California: Cheese from Wisconsin with Dot com flavor.
Idaho: Potatoes and NeoNazi's ... What More Could You Ask For?
Illinois: Please Don't Pronounce the "S"
Indiana: 2 Billion Years Tidal Wave Free
Iowa: We Do Amazing Things With Corn
Kansas: Where Science Don't Mean Shit
Kentucky: Five Million People; Fifteen Last Names
Louisiana: We're Not All Drunk Cajun Wackos, But That's Our Tourism Campaign
Maine: We're Really Cold, But We Have Cheap Lobster
Maryland: A Thinking Man's Delaware
Massachusetts: Our Taxes Are Lower Than Sweden's (For Most Tax Brackets)
Minnesota: 10,000 Lakes and 10,000,000,000,000,000,000,000,000 Mosquitoes
Mississippi: Come Feel Better About Your Own State
Missouri: Your Federal Flood Relief Tax Dollars at Work
Montana: Land of the Big Sky, the Unabomber, Right-WingCrazies, and Very Little Else (oh yeah!)

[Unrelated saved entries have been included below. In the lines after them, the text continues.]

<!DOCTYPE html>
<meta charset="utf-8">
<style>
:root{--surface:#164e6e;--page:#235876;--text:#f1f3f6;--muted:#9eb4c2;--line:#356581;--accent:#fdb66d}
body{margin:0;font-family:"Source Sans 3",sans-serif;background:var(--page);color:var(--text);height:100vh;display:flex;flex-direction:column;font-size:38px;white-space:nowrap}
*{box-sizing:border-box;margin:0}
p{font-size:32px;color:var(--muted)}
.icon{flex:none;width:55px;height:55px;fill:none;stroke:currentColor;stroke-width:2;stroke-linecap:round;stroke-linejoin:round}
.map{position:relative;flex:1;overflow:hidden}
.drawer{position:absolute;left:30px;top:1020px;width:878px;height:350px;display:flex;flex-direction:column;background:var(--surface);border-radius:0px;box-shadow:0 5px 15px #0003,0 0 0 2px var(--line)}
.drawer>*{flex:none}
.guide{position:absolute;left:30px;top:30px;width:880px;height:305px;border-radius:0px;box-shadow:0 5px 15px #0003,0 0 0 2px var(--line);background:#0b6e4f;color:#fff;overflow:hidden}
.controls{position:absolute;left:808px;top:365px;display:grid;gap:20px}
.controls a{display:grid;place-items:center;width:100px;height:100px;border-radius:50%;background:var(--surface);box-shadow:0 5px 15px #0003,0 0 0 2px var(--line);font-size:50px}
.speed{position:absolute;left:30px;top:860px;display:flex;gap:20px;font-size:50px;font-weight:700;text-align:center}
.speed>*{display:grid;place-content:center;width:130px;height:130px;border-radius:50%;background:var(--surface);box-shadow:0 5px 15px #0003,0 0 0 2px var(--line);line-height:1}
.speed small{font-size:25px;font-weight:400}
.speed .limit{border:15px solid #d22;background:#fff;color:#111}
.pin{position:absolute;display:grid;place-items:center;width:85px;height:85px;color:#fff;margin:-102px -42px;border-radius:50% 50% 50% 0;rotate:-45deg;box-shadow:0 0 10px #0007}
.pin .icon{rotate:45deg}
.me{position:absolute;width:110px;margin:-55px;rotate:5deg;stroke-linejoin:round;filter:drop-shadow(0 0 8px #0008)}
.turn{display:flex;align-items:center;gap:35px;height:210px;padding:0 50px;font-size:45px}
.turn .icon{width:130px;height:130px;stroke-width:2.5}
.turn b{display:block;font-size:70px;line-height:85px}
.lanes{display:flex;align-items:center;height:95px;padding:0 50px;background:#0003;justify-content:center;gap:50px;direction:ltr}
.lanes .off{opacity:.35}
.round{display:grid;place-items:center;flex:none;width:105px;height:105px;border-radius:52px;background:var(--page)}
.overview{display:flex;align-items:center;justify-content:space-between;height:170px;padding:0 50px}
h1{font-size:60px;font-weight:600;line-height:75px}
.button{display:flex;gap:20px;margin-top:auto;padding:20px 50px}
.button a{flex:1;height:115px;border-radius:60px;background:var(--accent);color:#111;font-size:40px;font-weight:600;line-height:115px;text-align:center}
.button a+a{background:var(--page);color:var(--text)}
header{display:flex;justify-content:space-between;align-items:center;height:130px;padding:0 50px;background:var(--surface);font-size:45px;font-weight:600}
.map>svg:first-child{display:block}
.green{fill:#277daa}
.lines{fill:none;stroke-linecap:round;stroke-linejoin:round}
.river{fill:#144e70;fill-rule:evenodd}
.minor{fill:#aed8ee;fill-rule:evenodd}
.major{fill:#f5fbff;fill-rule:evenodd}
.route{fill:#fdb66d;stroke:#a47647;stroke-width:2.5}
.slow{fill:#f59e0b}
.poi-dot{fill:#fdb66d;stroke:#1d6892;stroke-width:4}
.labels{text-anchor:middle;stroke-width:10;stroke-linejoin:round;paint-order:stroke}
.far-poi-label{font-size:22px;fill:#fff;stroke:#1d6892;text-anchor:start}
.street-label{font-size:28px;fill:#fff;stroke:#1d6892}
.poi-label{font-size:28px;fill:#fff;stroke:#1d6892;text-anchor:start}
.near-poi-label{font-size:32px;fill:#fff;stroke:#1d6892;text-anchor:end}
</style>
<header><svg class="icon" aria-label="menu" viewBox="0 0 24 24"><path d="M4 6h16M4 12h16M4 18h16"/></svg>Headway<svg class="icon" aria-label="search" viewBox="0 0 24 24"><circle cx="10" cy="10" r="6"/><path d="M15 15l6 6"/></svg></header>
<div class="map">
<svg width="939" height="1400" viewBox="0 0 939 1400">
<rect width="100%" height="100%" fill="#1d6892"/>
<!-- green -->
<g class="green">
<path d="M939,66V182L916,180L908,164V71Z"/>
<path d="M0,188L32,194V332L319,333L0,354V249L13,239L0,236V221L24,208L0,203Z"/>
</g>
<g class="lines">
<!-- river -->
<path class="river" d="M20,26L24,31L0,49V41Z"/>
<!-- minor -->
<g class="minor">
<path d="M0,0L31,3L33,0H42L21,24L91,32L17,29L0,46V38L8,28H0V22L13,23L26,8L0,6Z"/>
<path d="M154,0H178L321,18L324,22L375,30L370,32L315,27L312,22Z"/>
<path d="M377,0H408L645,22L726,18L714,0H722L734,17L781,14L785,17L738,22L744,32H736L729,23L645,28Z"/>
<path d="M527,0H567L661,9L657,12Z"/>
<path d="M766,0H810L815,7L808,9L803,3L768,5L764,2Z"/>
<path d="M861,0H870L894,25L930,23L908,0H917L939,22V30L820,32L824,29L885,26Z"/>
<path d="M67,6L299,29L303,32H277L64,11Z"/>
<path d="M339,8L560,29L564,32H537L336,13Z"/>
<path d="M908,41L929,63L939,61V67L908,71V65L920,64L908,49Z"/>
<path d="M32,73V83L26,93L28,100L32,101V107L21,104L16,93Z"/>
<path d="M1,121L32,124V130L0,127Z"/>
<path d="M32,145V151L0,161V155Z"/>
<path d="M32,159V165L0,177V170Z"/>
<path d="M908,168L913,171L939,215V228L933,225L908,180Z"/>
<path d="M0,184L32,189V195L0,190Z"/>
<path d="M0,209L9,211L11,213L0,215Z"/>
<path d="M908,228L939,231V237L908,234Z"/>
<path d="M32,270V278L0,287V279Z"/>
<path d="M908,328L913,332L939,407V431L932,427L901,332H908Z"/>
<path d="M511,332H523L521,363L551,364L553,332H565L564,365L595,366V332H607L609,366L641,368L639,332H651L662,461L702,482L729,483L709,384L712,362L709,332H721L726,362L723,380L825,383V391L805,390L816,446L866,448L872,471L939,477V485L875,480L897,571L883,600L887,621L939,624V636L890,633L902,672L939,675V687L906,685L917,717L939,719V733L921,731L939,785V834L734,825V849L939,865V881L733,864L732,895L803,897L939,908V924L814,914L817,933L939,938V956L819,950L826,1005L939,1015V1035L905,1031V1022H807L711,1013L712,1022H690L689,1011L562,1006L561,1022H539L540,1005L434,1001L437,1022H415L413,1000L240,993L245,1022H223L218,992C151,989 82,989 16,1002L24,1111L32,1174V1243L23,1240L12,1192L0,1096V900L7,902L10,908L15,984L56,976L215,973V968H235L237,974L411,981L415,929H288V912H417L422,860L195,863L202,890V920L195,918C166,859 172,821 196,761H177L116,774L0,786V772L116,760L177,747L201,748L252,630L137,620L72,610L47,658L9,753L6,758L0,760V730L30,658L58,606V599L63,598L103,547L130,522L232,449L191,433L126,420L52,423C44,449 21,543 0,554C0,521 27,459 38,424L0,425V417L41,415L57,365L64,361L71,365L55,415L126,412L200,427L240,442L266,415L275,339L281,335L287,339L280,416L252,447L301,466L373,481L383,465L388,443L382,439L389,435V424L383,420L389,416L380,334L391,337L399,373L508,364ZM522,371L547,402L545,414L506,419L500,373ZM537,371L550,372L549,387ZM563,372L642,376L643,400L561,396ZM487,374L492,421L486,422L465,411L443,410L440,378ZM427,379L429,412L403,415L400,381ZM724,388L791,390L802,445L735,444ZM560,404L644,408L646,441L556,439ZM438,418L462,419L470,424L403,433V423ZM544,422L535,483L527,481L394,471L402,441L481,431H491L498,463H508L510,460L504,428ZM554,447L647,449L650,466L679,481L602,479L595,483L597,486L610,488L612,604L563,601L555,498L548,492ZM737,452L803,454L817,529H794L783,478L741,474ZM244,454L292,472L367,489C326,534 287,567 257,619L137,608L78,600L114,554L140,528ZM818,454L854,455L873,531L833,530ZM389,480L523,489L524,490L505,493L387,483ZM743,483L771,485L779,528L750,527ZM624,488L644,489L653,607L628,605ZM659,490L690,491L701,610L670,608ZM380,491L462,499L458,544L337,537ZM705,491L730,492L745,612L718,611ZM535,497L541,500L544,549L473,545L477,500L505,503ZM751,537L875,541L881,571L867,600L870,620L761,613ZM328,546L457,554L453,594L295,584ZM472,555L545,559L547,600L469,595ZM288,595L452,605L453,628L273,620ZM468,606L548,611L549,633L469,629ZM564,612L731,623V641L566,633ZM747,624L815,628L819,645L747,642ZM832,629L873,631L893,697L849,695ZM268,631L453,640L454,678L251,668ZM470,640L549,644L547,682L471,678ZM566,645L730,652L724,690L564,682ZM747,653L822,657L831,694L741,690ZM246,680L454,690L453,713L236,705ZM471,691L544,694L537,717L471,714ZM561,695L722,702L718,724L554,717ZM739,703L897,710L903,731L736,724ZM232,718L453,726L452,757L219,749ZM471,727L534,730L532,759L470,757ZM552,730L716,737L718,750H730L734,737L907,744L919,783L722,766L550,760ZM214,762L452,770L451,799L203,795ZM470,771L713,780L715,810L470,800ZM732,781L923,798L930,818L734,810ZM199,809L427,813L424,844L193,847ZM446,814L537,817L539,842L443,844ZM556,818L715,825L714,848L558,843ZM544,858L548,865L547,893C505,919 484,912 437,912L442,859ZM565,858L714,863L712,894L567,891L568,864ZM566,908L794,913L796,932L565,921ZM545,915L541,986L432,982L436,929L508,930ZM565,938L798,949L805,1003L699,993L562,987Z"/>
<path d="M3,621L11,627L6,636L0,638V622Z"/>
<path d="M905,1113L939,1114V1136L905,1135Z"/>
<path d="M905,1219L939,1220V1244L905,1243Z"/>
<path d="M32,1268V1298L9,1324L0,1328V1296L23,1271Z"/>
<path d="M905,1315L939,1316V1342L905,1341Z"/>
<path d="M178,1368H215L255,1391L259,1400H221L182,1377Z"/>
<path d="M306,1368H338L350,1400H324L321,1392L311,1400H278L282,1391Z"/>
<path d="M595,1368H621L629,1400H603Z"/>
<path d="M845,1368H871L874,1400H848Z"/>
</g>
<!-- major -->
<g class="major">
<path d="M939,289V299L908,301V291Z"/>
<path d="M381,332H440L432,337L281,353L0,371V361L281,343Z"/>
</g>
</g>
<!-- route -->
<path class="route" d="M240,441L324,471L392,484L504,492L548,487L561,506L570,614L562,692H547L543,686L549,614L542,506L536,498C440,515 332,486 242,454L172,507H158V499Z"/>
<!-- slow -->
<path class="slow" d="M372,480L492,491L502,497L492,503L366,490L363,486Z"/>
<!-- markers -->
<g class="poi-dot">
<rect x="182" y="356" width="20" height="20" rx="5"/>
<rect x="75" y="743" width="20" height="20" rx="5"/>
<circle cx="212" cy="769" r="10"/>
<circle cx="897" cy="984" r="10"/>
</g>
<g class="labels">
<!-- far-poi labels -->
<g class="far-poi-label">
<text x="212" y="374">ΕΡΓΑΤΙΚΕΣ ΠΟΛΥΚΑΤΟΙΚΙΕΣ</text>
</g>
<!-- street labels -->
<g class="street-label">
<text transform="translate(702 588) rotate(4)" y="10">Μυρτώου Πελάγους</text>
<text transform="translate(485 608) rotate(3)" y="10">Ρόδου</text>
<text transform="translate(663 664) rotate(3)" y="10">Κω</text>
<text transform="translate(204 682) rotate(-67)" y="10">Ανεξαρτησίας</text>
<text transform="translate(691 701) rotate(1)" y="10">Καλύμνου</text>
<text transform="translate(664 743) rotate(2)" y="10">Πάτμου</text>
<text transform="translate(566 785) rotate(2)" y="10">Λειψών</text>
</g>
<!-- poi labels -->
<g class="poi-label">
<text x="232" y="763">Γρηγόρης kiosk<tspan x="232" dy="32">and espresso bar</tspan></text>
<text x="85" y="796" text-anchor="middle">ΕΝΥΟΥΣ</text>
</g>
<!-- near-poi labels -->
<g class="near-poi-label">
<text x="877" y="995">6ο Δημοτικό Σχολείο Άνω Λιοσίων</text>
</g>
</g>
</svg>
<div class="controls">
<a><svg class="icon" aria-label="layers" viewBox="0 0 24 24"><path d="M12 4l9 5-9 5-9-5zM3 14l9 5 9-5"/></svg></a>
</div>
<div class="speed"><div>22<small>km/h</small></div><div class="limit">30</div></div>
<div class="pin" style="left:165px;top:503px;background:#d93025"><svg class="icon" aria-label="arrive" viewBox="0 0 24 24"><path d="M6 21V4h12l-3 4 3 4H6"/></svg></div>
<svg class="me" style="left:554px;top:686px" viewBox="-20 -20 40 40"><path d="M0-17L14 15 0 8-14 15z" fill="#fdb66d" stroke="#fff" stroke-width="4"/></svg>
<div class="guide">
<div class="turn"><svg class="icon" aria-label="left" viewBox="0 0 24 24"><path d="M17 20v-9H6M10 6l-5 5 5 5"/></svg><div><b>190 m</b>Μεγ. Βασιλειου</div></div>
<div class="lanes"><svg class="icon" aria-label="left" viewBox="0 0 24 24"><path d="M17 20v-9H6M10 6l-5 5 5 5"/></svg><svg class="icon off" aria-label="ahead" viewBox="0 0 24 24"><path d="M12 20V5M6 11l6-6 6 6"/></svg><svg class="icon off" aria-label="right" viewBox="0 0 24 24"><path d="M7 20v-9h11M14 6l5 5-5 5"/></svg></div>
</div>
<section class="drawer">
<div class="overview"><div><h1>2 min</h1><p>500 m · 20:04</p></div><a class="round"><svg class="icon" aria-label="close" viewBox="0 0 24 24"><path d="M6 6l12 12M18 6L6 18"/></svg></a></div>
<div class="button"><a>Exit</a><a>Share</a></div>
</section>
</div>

Nebraska: Ask About Our State Motto Contest
Nevada: Whores and Poker!
New Hampshire: Go Away and Leave Us Alone
NEW JERSEY: You Want a ##$%##! Motto? I Got Yer ##$%##!Motto Right Here!
New Mexico: Lizards Make Excellent Pets
Tennessee: The Educashun State
Texas: Si' Hablo Ing'les (Yes, I speak English)
Utah: Our Jesus Is Better Than Your Jesus
Virginia: Who Says Government Stiffs and Slackjaw Yokels Don't Mix?
Washington: Help! We're Overrun By Nerds and Slackers!
Washington, DC: Wanna Be Mayor?
West Virginia : One Big Happy Family-Really!